■ Stored data entries ■
----

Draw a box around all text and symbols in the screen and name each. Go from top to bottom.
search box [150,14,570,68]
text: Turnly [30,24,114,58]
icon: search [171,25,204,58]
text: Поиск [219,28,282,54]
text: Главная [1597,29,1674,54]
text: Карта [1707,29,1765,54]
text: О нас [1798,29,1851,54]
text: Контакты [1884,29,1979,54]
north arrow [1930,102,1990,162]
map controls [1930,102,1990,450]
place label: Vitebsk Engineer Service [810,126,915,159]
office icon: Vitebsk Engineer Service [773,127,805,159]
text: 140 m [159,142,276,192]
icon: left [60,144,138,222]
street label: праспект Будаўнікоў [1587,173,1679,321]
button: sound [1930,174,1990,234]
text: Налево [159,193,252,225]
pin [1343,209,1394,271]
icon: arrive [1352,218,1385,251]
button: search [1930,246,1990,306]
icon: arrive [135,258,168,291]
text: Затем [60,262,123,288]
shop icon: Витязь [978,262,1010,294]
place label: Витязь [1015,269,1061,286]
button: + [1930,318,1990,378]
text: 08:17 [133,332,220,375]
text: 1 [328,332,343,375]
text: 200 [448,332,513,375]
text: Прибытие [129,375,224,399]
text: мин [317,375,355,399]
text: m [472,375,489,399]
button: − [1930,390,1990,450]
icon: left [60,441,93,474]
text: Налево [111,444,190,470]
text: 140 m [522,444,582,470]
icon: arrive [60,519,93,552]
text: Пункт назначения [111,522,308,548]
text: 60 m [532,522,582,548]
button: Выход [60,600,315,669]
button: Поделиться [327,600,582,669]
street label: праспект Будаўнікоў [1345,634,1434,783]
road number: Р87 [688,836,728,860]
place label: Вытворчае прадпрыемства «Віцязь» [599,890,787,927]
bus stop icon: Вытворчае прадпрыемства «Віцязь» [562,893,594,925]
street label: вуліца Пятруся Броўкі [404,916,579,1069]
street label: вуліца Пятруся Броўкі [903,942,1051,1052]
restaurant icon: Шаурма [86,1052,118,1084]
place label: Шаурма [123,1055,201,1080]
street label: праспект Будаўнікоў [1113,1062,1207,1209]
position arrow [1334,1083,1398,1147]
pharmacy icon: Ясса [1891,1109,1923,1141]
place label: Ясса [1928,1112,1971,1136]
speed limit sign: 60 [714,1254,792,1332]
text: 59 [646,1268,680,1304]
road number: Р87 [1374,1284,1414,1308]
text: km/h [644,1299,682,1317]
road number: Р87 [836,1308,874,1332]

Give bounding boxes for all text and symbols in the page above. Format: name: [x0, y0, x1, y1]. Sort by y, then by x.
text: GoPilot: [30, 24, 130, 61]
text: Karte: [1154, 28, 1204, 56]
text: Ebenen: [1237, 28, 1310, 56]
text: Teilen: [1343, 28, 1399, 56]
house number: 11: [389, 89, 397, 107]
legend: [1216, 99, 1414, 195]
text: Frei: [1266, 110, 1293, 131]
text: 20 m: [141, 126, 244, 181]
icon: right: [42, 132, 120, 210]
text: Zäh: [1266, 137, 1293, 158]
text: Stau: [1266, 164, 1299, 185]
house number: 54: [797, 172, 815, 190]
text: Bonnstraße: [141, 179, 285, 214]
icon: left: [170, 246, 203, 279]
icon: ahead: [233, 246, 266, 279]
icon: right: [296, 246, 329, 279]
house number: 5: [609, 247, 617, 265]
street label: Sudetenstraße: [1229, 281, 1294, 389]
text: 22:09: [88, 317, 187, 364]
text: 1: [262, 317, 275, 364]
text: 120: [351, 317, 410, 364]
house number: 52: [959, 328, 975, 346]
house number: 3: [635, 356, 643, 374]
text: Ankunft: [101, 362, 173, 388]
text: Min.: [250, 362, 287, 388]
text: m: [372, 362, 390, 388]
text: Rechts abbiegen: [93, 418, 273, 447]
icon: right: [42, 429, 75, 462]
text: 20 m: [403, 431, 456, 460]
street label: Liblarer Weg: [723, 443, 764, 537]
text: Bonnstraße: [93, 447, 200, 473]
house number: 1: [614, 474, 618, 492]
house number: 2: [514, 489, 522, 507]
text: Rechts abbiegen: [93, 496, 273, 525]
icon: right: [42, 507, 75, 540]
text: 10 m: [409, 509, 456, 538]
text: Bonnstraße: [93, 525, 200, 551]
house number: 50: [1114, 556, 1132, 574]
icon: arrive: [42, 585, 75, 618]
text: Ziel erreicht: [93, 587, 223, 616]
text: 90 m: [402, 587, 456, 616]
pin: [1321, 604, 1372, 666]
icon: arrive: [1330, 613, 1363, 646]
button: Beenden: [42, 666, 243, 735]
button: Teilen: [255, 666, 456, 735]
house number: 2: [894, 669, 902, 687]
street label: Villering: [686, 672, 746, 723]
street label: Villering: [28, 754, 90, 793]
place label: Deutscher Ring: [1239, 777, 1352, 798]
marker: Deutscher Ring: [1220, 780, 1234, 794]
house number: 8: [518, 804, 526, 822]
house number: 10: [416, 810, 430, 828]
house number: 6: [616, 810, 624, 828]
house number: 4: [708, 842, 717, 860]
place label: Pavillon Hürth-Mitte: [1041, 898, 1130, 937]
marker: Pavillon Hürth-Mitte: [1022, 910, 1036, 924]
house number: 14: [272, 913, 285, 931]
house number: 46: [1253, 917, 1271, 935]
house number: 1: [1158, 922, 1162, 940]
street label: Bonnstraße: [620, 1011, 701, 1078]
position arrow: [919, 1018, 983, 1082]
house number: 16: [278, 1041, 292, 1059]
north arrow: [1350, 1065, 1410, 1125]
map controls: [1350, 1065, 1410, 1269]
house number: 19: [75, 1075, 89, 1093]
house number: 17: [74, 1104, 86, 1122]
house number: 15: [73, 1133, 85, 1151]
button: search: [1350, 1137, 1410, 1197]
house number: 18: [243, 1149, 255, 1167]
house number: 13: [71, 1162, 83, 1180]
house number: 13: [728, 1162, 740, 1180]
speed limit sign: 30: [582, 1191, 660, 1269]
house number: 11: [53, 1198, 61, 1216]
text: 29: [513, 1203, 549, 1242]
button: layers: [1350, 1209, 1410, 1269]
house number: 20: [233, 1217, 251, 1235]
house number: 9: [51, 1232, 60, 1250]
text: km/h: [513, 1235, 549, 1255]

----

■ DIRECTIONS FOR THIS TASK ■
Retype the entries in full. Keep every line identical.

■ RESPONSE BOX ■
Draw a box around all text and symbols in the screen and name each. Go from top to bottom.
search box [150,14,570,68]
text: Turnly [30,24,114,58]
icon: search [171,25,204,58]
text: Поиск [219,28,282,54]
text: Главная [1597,29,1674,54]
text: Карта [1707,29,1765,54]
text: О нас [1798,29,1851,54]
text: Контакты [1884,29,1979,54]
north arrow [1930,102,1990,162]
map controls [1930,102,1990,450]
place label: Vitebsk Engineer Service [810,126,915,159]
office icon: Vitebsk Engineer Service [773,127,805,159]
text: 140 m [159,142,276,192]
icon: left [60,144,138,222]
street label: праспект Будаўнікоў [1587,173,1679,321]
button: sound [1930,174,1990,234]
text: Налево [159,193,252,225]
pin [1343,209,1394,271]
icon: arrive [1352,218,1385,251]
button: search [1930,246,1990,306]
icon: arrive [135,258,168,291]
text: Затем [60,262,123,288]
shop icon: Витязь [978,262,1010,294]
place label: Витязь [1015,269,1061,286]
button: + [1930,318,1990,378]
text: 08:17 [133,332,220,375]
text: 1 [328,332,343,375]
text: 200 [448,332,513,375]
text: Прибытие [129,375,224,399]
text: мин [317,375,355,399]
text: m [472,375,489,399]
button: − [1930,390,1990,450]
icon: left [60,441,93,474]
text: Налево [111,444,190,470]
text: 140 m [522,444,582,470]
icon: arrive [60,519,93,552]
text: Пункт назначения [111,522,308,548]
text: 60 m [532,522,582,548]
button: Выход [60,600,315,669]
button: Поделиться [327,600,582,669]
street label: праспект Будаўнікоў [1345,634,1434,783]
road number: Р87 [688,836,728,860]
place label: Вытворчае прадпрыемства «Віцязь» [599,890,787,927]
bus stop icon: Вытворчае прадпрыемства «Віцязь» [562,893,594,925]
street label: вуліца Пятруся Броўкі [404,916,579,1069]
street label: вуліца Пятруся Броўкі [903,942,1051,1052]
restaurant icon: Шаурма [86,1052,118,1084]
place label: Шаурма [123,1055,201,1080]
street label: праспект Будаўнікоў [1113,1062,1207,1209]
position arrow [1334,1083,1398,1147]
pharmacy icon: Ясса [1891,1109,1923,1141]
place label: Ясса [1928,1112,1971,1136]
speed limit sign: 60 [714,1254,792,1332]
text: 59 [646,1268,680,1304]
road number: Р87 [1374,1284,1414,1308]
text: km/h [644,1299,682,1317]
road number: Р87 [836,1308,874,1332]

Give bounding boxes for all text and symbols in the page above. Format: name: [x0, y0, x1, y1]. Sort by y, then by x.
text: GoPilot: [30, 24, 130, 61]
text: Karte: [1154, 28, 1204, 56]
text: Ebenen: [1237, 28, 1310, 56]
text: Teilen: [1343, 28, 1399, 56]
house number: 11: [389, 89, 397, 107]
legend: [1216, 99, 1414, 195]
text: Frei: [1266, 110, 1293, 131]
text: 20 m: [141, 126, 244, 181]
icon: right: [42, 132, 120, 210]
text: Zäh: [1266, 137, 1293, 158]
text: Stau: [1266, 164, 1299, 185]
house number: 54: [797, 172, 815, 190]
text: Bonnstraße: [141, 179, 285, 214]
icon: left: [170, 246, 203, 279]
icon: ahead: [233, 246, 266, 279]
icon: right: [296, 246, 329, 279]
house number: 5: [609, 247, 617, 265]
street label: Sudetenstraße: [1229, 281, 1294, 389]
text: 22:09: [88, 317, 187, 364]
text: 1: [262, 317, 275, 364]
text: 120: [351, 317, 410, 364]
house number: 52: [959, 328, 975, 346]
house number: 3: [635, 356, 643, 374]
text: Ankunft: [101, 362, 173, 388]
text: Min.: [250, 362, 287, 388]
text: m: [372, 362, 390, 388]
text: Rechts abbiegen: [93, 418, 273, 447]
icon: right: [42, 429, 75, 462]
text: 20 m: [403, 431, 456, 460]
street label: Liblarer Weg: [723, 443, 764, 537]
text: Bonnstraße: [93, 447, 200, 473]
house number: 1: [614, 474, 618, 492]
house number: 2: [514, 489, 522, 507]
text: Rechts abbiegen: [93, 496, 273, 525]
icon: right: [42, 507, 75, 540]
text: 10 m: [409, 509, 456, 538]
text: Bonnstraße: [93, 525, 200, 551]
house number: 50: [1114, 556, 1132, 574]
icon: arrive: [42, 585, 75, 618]
text: Ziel erreicht: [93, 587, 223, 616]
text: 90 m: [402, 587, 456, 616]
pin: [1321, 604, 1372, 666]
icon: arrive: [1330, 613, 1363, 646]
button: Beenden: [42, 666, 243, 735]
button: Teilen: [255, 666, 456, 735]
house number: 2: [894, 669, 902, 687]
street label: Villering: [686, 672, 746, 723]
street label: Villering: [28, 754, 90, 793]
place label: Deutscher Ring: [1239, 777, 1352, 798]
marker: Deutscher Ring: [1220, 780, 1234, 794]
house number: 8: [518, 804, 526, 822]
house number: 10: [416, 810, 430, 828]
house number: 6: [616, 810, 624, 828]
house number: 4: [708, 842, 717, 860]
place label: Pavillon Hürth-Mitte: [1041, 898, 1130, 937]
marker: Pavillon Hürth-Mitte: [1022, 910, 1036, 924]
house number: 14: [272, 913, 285, 931]
house number: 46: [1253, 917, 1271, 935]
house number: 1: [1158, 922, 1162, 940]
street label: Bonnstraße: [620, 1011, 701, 1078]
position arrow: [919, 1018, 983, 1082]
house number: 16: [278, 1041, 292, 1059]
north arrow: [1350, 1065, 1410, 1125]
map controls: [1350, 1065, 1410, 1269]
house number: 19: [75, 1075, 89, 1093]
house number: 17: [74, 1104, 86, 1122]
house number: 15: [73, 1133, 85, 1151]
button: search: [1350, 1137, 1410, 1197]
house number: 18: [243, 1149, 255, 1167]
house number: 13: [71, 1162, 83, 1180]
house number: 13: [728, 1162, 740, 1180]
speed limit sign: 30: [582, 1191, 660, 1269]
house number: 11: [53, 1198, 61, 1216]
text: 29: [513, 1203, 549, 1242]
button: layers: [1350, 1209, 1410, 1269]
house number: 20: [233, 1217, 251, 1235]
house number: 9: [51, 1232, 60, 1250]
text: km/h: [513, 1235, 549, 1255]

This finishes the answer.